In our work, the detection phase starts with finding the numeric values in the input text. Assuming that we have the disambiguated mentions in the text, a set of candidate concepts are extracted. These concepts have the potential of having the most relevant property for the numeric value. Then from all properties of candidate concepts, a set of candidate properties are selected and associated with the spotted numeric value.

Disambiguation

Within the detection phase, a set of candidate concepts are identified. The objective of the disambiguation phase is then to select the concepts that most accurately highlight each mention's semantics, from among the concepts identified in the previous phase. There are generally four groups of work that perform disambiguation in annotators [1], namely popularity based, context based, collective disambiguation and graph-based techniques.

In the popularity-based approach the most frequently observed concept for a given mention is chosen. This method is usually combined with other approaches, since merely using this approach can lead to erroneous results. The reason is that the results do not consider context in which the mention appears and therefore largely ignore the main theme of the text. TagMe, Wikipedia Miner, AIDA, and Illinois Wikifier use the popularity-based approach combined with one of the following approaches for disambiguation.

Within the context-based approach, the context of the mention and the context of candidate concepts are compared. Context is typically modeled through bag-of-words and different distance measures [1]. Context-based approaches are used in DBpedia Spotlight, AIDA, and Illinois Wikifier for disambiguation.

The third type of disambiguation relies on collective disambiguation, where multiple mentions are disambiguated together. In this approach, target entities should be coherent and semantically related to each other. Many semantic annotation tools combine this approach with the popularity-based method such as TagMe, Wikipedia Miner, and Illinois Wikifier.

The final disambiguation approach is designed on a graph-based representation. In this approach, the extracted mentions and candidate concepts form the vertices of a graph. In this graph, the weighted edges between the mentions and candidate concepts represent the contextual similarity. On this basis, disambiguation is formulated as the task of finding a dense sub-graph in which each mention has exactly one edge. AIDA uses a graph-based approach for disambiguation.

In our work, disambiguation of a numeric value concerns the identification of the best matching property for that value from among the identified candidate properties in the detection phase. Our work is primarily based on the popularitybased approach. The selection of the best candidate is based on the cumulative distribution of values associated with each property in the knowledge base. The candidate property that has the closest distribution to the value observed in the given input text is selected.

Pruning

In this phase, the concepts that are irrelevant or marginally related to the topic of the input text are pruned. Some annotators such as AIDA perform this task in the disambiguation phase. However others such as DBpedia Spotlight perform it as a post-disambiguation phase.

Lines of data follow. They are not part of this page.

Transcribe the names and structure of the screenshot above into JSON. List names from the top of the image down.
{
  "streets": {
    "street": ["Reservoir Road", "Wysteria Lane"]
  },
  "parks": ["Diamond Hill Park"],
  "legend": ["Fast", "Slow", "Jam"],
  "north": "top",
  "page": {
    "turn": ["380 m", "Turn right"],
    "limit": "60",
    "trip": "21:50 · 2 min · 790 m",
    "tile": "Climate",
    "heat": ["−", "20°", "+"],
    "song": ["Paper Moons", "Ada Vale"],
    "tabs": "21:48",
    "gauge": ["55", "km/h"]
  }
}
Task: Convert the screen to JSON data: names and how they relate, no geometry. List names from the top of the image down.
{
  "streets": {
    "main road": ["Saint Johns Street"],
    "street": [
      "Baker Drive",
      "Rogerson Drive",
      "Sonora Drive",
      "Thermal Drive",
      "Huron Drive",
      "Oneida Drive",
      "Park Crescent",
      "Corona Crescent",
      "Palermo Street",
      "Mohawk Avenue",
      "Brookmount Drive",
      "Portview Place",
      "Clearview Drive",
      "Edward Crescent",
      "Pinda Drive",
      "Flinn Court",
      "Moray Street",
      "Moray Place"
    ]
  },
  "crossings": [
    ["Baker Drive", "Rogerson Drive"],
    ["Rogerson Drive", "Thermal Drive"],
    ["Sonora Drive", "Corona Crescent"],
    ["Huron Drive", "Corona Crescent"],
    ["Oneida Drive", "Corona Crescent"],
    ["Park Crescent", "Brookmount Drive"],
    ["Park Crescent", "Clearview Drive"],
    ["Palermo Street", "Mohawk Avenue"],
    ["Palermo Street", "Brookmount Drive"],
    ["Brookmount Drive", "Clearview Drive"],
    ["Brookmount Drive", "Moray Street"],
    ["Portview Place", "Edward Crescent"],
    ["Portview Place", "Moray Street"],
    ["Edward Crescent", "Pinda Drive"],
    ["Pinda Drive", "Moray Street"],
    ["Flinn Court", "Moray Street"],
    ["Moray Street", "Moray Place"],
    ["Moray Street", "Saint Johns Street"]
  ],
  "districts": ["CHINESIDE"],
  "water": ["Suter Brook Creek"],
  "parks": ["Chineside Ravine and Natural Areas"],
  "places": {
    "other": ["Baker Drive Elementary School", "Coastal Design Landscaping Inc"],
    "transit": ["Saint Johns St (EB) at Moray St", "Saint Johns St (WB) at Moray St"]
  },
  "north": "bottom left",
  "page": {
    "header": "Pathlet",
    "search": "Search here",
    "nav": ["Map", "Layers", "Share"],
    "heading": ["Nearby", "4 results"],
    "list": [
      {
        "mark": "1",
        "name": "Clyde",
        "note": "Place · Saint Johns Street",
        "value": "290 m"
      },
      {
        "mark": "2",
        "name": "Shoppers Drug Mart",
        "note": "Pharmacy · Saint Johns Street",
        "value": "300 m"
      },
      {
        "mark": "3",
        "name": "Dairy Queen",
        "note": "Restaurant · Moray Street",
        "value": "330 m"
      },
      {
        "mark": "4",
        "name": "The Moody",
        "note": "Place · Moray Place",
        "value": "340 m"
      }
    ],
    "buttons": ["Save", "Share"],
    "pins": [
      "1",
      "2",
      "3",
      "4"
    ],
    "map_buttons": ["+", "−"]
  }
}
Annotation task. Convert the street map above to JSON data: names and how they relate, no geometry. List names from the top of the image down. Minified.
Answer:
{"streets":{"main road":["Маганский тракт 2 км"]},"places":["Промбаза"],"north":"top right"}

In TagMe, pruning is based on the average value of each mention's link probability and the coherence between the selected concepts for all of the identified concepts. In DBpedia Spotlight pruning is based on a number of parameters that can be tuned by the user. Wikipedia Miner uses automated prunning similar to TagMe. It uses a topic detector to classify related and unrelated links in a document. Positive training instances for the classifier are the articles that were manually linked to an article in Wikipedia, while negative ones are those that were not. Features of these articles and the places where they were mentioned inform the classifier as to which mentions should or should not be linked. In our work, we do not perform pruning.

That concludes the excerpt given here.